In a post-quantitative-easing world reeling from rapid monetary tightening, destabilized trade norms, and weaponized regulation, the forecasting models that once provided visibility are now generating less signal and more noise.

To quote Jerome Powell just days ago at The Economic Club of Chicago:

"There isn’t a modern experience for how to think about this."

That line should chill anyone still clinging to historical baselines.

If someone like Ed Bastian, backed by one of the most sophisticated forecasting teams in corporate America, can’t offer guidance, it’s not necessarily a lack of competence or courage—it may be a sign that the system is breaking in ways we don’t fully grasp. The old models aren’t holding.
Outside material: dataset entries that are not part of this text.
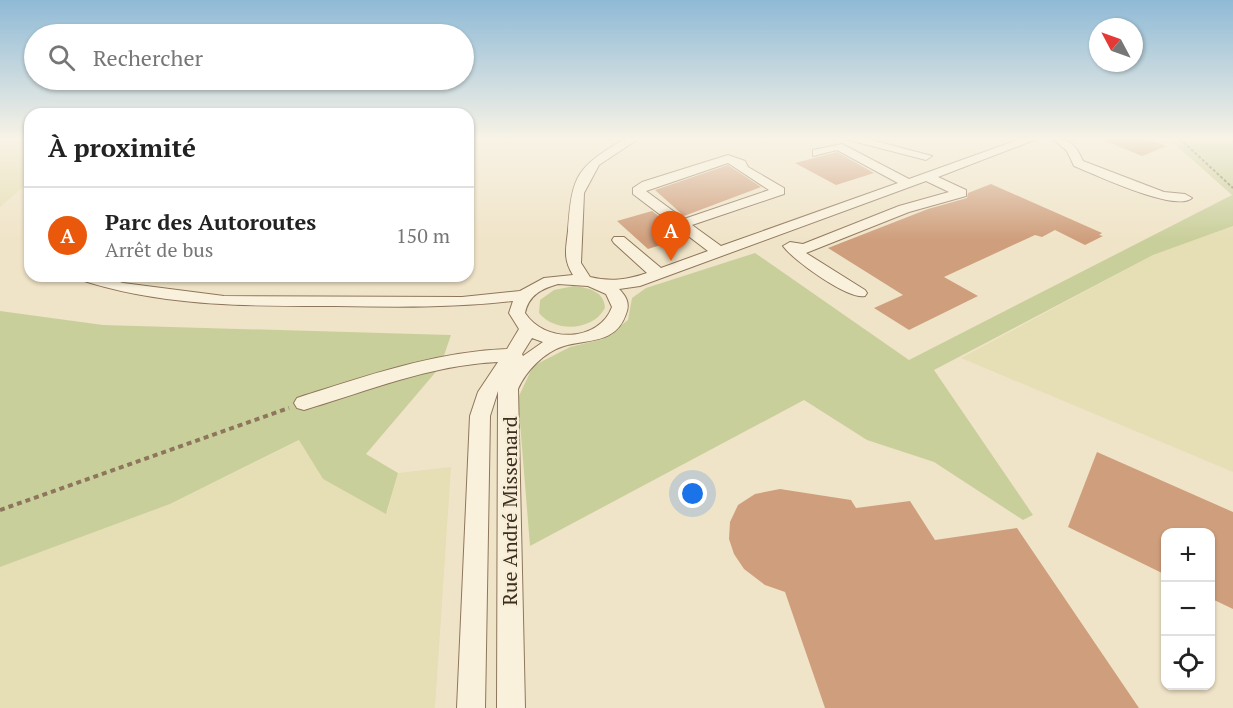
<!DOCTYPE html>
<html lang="fr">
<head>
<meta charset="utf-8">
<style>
	body { margin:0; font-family:"PT Serif",serif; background:#f2f2f2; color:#222 }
	.controls { position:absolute; right:18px; bottom:18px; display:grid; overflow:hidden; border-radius:12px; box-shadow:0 2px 4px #0004 }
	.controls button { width:54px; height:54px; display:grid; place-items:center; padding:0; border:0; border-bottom:2px solid #e0e0e0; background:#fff; color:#222; font:30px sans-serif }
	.compass { position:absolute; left:1089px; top:18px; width:54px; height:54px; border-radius:50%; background:#fff; box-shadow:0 2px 4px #0004; rotate:311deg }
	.you { position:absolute; left:693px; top:494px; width:21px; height:21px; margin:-15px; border:4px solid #fff; border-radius:50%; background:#1a73e8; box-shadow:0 0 0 9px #1a73e833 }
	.badge { display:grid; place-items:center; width:39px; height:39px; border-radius:50%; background:#ea580c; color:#fff; font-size:20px; font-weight:700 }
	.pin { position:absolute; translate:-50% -50px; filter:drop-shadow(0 2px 3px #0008) }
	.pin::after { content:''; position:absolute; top:32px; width:21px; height:18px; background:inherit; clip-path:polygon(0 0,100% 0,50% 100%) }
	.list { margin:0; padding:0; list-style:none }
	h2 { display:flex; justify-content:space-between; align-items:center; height:78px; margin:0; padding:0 24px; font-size:26px }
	h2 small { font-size:20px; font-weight:400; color:#767676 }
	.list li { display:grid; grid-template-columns:39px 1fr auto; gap:18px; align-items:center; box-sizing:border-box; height:96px; padding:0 24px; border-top:2px solid #e0e0e0 }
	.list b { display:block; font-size:22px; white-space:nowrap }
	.list p { margin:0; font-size:20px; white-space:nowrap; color:#767676 }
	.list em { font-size:20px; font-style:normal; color:#767676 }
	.icon { flex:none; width:33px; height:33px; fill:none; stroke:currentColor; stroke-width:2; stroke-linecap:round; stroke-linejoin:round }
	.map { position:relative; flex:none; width:1233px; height:708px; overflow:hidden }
	.search { position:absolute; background:#fff; box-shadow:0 2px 4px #0004; left:24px; top:24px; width:450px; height:66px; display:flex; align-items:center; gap:15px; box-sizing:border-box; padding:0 21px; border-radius:33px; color:#767676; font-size:22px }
	.panel { position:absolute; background:#fff; box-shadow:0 2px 4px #0004; left:24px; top:108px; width:450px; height:174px; border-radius:18px }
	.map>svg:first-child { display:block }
	.farmland { fill:#e6deb5 }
	.green { fill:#c9cf9b }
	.building { fill:#cf9f7d }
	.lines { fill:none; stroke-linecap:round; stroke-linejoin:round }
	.minor-casing { stroke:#8d765c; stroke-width:2 }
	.path-far1 { stroke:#8d765c; stroke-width:2; stroke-dasharray:3 2; stroke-linecap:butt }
	.path { stroke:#8d765c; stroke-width:4; stroke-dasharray:5 4; stroke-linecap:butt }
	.minor { fill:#faf1dc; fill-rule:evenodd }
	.labels { text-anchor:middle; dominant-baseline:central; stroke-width:5; stroke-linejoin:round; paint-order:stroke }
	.near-street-label { font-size:20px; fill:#3d2e20; stroke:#f7eed8 }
</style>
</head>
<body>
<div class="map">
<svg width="1233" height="708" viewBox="0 0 1233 708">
	<rect width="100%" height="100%" fill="#f0e4c8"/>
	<g class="farmland">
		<path d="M0 139H30V181L0 207Z"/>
		<path d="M1233 226V472L961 358 1153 255Z"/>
		<path d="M300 440 323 479 387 513 398 473 451 467 435 708H0V567L170 504Z"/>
	</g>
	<g class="green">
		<path d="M1169 139H1233V226L1153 255 934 370 1033 515 1023 520 934 462 867 440 804 400 530 546 518 398 533 366 570 347 603 339 628 320 632 298 646 288 755 253 909 360 1232 195Z"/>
		<path d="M574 286C589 288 604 291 605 308 593 331 555 333 539 313L540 300 554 290Z"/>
		<path d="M0 311 103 325 451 335 440 367 366 454 398 473 386 514 323 479 299 440 170 504 0 567Z"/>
	</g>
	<g class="building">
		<path d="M1100 139H1147L1167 146 1142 156Z"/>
		<path d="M837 152 874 173 836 185 795 163Z"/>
		<path d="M728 165 761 187 684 216 655 190Z"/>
		<path d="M991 184 1102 233 1099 235 1103 236 1085 245 1055 230 1042 237 1035 235 944 277 978 296 909 330 874 308 903 295 828 248 928 209 967 198 968 193Z"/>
		<path d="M652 211 686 237 648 249 617 221Z"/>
		<path d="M1097 452 1233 512V609L1210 598V532H1166V575L1068 527Z"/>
		<path d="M780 489 851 500 856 508 910 501 935 540 1017 528 1139 708H825L785 592 765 585 744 569 734 554 729 539 730 522 738 505 755 494Z"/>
	</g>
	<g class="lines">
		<defs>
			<g id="minor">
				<path d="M624 139H638L599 165 584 193 581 263 590 277C610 282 627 280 647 273L614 243 612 240 614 237H624L661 268 708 251 633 194V188L642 182 728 155 745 161 748 167 784 188V194L692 225 721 246 898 183 837 150 813 156V150L842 144 909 179 1020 139H1037L938 177 966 190V196L909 212 806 253 865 290 867 293 865 296C848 300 793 260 783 246L790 242 803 244 899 206 949 192 926 181 640 286 619 289C627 297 630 304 626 314 616 344 588 339 564 346 544 352 526 371 518 389L525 708H497L498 391 490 416 485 708H457L470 416 478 392 498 362C430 365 368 391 304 410L297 408 294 403 297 398C366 376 434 352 507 349L519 329 509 313 513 301C453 308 395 307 335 306 248 306 162 307 78 279L76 276H100L123 283 224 296 462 297 520 291 544 278 573 275C563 259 566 249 568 231 572 175 576 168 624 139ZM728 163 769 190 684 219 646 191ZM558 284 588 286 606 294 612 307C599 342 545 344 525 313 529 295 541 289 558 284ZM532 338 543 342 523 356 522 354Z"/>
				<path d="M845 139H868L932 156 926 160Z"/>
				<path d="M1053 139C1070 139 1076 145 1083 161L1164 192 1185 194 1192 198C1176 213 1094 174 1074 166L1067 151Z"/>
			</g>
		</defs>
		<use href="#minor" class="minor-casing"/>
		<path class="path-far1" d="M1180 139 1233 188"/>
		<path class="path" d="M0 510 289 408"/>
		<use href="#minor" class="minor"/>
	</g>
	<linearGradient id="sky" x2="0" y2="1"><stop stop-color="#8fbad6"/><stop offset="0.58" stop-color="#f8f3e6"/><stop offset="1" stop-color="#f8f3e6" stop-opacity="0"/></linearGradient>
	<rect width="1233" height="239" fill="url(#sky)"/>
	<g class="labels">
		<g class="near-street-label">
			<text transform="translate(509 511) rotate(-90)">Rue André Missenard</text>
		</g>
	</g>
</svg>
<div class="controls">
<button>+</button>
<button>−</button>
<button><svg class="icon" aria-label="locate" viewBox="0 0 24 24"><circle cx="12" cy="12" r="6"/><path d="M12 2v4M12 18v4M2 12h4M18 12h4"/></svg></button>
</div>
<svg class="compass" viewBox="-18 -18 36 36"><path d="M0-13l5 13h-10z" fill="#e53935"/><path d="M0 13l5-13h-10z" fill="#767676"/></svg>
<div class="you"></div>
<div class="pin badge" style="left:671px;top:261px">A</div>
<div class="search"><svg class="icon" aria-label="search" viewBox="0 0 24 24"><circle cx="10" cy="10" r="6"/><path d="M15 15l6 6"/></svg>Rechercher</div>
<section class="panel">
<h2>À proximité<small></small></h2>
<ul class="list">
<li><span class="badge">A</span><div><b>Parc des Autoroutes</b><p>Arrêt de bus</p></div><em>150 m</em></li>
</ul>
</section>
</div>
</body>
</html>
And if that’s true, we’re not just talking about a quarter or two of visibility issues. We’re talking about a fundamental pause in how large enterprises make capital allocation decisions—delaying investment, hiring, procurement, and planning. If America’s most experienced CEOs are flying blind, then the real risk isn’t poor performance—it’s paralysis.

That should scare us more than a missed quarter. Because a business that can’t see the mountain ahead won’t just miss—it might hit it.